Exercise prompt
Tell how many lines below include the word "Eaux". Only the number should appear.

Data under study

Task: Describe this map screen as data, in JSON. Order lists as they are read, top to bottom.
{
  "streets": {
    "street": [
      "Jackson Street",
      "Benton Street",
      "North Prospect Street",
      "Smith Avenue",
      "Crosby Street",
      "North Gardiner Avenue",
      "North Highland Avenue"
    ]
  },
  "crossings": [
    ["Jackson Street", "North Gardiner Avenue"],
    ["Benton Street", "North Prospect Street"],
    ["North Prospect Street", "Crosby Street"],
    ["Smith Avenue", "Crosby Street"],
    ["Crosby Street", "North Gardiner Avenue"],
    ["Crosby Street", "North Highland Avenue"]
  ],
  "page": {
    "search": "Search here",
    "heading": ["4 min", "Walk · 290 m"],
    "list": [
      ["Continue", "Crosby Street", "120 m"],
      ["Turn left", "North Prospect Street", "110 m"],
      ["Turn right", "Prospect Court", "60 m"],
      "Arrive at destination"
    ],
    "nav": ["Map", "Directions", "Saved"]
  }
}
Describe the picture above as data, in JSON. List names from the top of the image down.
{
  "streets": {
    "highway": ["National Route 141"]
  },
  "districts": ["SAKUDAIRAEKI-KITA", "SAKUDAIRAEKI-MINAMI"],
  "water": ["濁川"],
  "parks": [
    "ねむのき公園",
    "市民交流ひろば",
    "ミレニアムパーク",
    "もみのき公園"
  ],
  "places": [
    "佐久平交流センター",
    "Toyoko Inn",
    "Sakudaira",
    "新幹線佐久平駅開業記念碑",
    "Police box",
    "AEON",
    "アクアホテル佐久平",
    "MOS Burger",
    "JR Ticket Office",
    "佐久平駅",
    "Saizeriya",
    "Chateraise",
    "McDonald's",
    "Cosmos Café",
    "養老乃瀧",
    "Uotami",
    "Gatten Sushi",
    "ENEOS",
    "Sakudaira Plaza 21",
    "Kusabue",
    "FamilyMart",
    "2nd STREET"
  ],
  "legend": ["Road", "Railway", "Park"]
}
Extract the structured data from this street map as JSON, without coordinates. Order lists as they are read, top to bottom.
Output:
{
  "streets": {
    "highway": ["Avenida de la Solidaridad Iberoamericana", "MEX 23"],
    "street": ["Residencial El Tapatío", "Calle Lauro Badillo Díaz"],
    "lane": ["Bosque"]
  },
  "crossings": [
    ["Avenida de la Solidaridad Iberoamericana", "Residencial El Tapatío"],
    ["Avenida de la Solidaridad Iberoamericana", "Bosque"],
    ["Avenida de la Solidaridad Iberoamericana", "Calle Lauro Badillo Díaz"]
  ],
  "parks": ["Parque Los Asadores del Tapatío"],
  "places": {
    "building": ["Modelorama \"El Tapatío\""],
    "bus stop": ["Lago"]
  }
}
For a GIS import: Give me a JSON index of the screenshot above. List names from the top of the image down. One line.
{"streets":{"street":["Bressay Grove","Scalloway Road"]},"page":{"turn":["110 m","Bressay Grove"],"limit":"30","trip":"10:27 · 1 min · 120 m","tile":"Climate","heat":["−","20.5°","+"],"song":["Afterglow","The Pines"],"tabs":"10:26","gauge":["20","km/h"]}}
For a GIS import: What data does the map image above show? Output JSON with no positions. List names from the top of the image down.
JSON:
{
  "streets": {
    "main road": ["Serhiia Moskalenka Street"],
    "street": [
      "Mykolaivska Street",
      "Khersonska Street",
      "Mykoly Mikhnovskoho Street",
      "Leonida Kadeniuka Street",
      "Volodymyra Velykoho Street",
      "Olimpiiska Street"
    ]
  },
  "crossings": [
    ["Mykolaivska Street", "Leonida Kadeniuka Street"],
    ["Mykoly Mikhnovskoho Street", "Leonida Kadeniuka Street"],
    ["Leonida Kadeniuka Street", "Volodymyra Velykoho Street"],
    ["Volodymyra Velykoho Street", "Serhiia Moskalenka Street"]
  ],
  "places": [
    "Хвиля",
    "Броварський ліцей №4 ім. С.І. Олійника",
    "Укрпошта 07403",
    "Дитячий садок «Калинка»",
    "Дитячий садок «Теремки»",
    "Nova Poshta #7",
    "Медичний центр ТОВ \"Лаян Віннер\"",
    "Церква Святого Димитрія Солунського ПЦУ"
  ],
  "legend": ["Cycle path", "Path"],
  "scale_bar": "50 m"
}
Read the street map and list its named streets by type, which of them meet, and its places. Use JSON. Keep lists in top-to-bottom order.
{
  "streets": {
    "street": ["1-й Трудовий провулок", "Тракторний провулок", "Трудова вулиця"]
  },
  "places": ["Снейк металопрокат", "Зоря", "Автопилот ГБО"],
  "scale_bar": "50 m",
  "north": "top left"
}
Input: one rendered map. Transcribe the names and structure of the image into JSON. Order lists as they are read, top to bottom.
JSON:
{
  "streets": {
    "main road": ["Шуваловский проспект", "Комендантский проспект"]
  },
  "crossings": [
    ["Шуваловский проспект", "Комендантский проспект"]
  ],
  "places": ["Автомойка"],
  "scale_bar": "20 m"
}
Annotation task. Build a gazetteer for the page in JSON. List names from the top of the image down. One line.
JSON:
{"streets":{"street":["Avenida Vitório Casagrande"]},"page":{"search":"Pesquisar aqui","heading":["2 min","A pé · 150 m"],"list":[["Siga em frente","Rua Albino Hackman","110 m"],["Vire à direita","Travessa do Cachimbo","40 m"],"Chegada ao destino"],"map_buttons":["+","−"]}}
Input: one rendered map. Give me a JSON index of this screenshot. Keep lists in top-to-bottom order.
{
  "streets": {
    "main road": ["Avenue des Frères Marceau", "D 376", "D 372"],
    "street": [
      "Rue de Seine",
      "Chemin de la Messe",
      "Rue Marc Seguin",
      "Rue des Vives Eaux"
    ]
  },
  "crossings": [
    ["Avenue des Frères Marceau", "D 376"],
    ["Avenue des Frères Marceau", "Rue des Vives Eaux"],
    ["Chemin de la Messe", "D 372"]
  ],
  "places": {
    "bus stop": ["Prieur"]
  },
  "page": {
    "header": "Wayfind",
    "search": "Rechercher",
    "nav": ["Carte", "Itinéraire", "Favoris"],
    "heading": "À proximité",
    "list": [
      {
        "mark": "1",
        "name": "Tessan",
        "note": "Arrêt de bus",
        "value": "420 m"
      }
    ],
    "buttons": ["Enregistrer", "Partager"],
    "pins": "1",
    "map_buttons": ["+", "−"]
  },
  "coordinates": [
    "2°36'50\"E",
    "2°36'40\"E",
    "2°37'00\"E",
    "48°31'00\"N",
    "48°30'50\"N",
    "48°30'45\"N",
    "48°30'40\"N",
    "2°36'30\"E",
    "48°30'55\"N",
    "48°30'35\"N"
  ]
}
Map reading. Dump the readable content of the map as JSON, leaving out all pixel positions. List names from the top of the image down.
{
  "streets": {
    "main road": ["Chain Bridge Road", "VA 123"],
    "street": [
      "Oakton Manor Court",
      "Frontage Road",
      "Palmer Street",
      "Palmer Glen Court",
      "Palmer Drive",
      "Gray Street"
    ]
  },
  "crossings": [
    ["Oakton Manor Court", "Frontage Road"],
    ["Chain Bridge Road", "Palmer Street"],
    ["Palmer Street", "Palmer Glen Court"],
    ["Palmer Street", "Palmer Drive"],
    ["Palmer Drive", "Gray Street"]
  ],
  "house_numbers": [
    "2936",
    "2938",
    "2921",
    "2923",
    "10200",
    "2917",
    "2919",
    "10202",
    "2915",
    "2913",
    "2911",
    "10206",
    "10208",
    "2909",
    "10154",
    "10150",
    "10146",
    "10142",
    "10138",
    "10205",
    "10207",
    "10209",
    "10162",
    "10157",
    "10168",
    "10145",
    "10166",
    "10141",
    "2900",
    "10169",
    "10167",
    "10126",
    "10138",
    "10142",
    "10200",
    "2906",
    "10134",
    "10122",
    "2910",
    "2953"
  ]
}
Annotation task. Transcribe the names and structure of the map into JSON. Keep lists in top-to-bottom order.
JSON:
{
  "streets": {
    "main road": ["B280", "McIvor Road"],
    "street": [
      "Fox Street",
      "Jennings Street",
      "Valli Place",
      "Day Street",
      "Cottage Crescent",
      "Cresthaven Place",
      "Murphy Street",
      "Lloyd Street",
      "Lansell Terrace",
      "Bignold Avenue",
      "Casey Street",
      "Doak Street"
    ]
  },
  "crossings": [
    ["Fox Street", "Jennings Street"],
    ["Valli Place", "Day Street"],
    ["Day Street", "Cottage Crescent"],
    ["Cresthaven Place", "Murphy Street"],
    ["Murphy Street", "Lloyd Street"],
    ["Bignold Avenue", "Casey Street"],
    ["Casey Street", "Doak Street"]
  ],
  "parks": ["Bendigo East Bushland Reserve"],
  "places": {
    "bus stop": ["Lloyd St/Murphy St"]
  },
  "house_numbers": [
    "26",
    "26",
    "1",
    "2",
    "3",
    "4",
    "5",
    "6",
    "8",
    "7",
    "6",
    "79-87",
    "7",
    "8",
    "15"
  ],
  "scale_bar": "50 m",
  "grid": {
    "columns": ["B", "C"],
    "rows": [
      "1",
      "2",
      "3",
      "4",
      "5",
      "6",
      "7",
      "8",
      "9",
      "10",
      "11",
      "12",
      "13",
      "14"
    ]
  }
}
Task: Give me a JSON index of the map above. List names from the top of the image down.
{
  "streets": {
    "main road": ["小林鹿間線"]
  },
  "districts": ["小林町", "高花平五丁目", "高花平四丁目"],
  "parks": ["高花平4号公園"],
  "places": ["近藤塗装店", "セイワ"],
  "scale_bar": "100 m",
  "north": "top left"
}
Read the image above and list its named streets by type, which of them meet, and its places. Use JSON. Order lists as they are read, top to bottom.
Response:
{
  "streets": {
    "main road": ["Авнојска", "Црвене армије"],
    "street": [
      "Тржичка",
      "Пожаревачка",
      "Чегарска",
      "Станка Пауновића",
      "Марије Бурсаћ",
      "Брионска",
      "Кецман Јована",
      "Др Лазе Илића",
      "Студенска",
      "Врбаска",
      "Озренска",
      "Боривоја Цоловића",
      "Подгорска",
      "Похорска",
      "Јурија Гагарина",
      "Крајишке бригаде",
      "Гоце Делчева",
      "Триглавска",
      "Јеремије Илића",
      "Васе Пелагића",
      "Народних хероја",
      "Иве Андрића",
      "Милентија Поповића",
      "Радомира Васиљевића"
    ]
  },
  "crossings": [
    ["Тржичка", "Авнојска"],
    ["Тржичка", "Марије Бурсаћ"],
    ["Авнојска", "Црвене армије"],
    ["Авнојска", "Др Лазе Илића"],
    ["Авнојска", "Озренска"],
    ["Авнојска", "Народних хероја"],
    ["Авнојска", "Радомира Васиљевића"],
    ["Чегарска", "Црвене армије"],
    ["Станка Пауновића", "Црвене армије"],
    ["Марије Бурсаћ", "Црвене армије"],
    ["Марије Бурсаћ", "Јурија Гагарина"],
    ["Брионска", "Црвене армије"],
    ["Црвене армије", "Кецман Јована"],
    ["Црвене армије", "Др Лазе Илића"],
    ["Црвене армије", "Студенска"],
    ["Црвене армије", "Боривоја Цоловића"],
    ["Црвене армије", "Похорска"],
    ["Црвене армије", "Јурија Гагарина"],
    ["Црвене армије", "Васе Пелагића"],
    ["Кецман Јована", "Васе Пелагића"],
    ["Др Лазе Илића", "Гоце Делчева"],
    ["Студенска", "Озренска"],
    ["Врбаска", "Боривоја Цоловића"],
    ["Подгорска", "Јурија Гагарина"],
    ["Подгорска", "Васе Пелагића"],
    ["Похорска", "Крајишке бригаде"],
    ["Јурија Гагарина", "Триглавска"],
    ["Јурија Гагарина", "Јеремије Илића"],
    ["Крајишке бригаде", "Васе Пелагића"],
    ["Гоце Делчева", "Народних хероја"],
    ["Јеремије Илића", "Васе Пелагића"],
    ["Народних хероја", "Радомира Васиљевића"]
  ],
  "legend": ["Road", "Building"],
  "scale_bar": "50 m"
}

Problem solution
2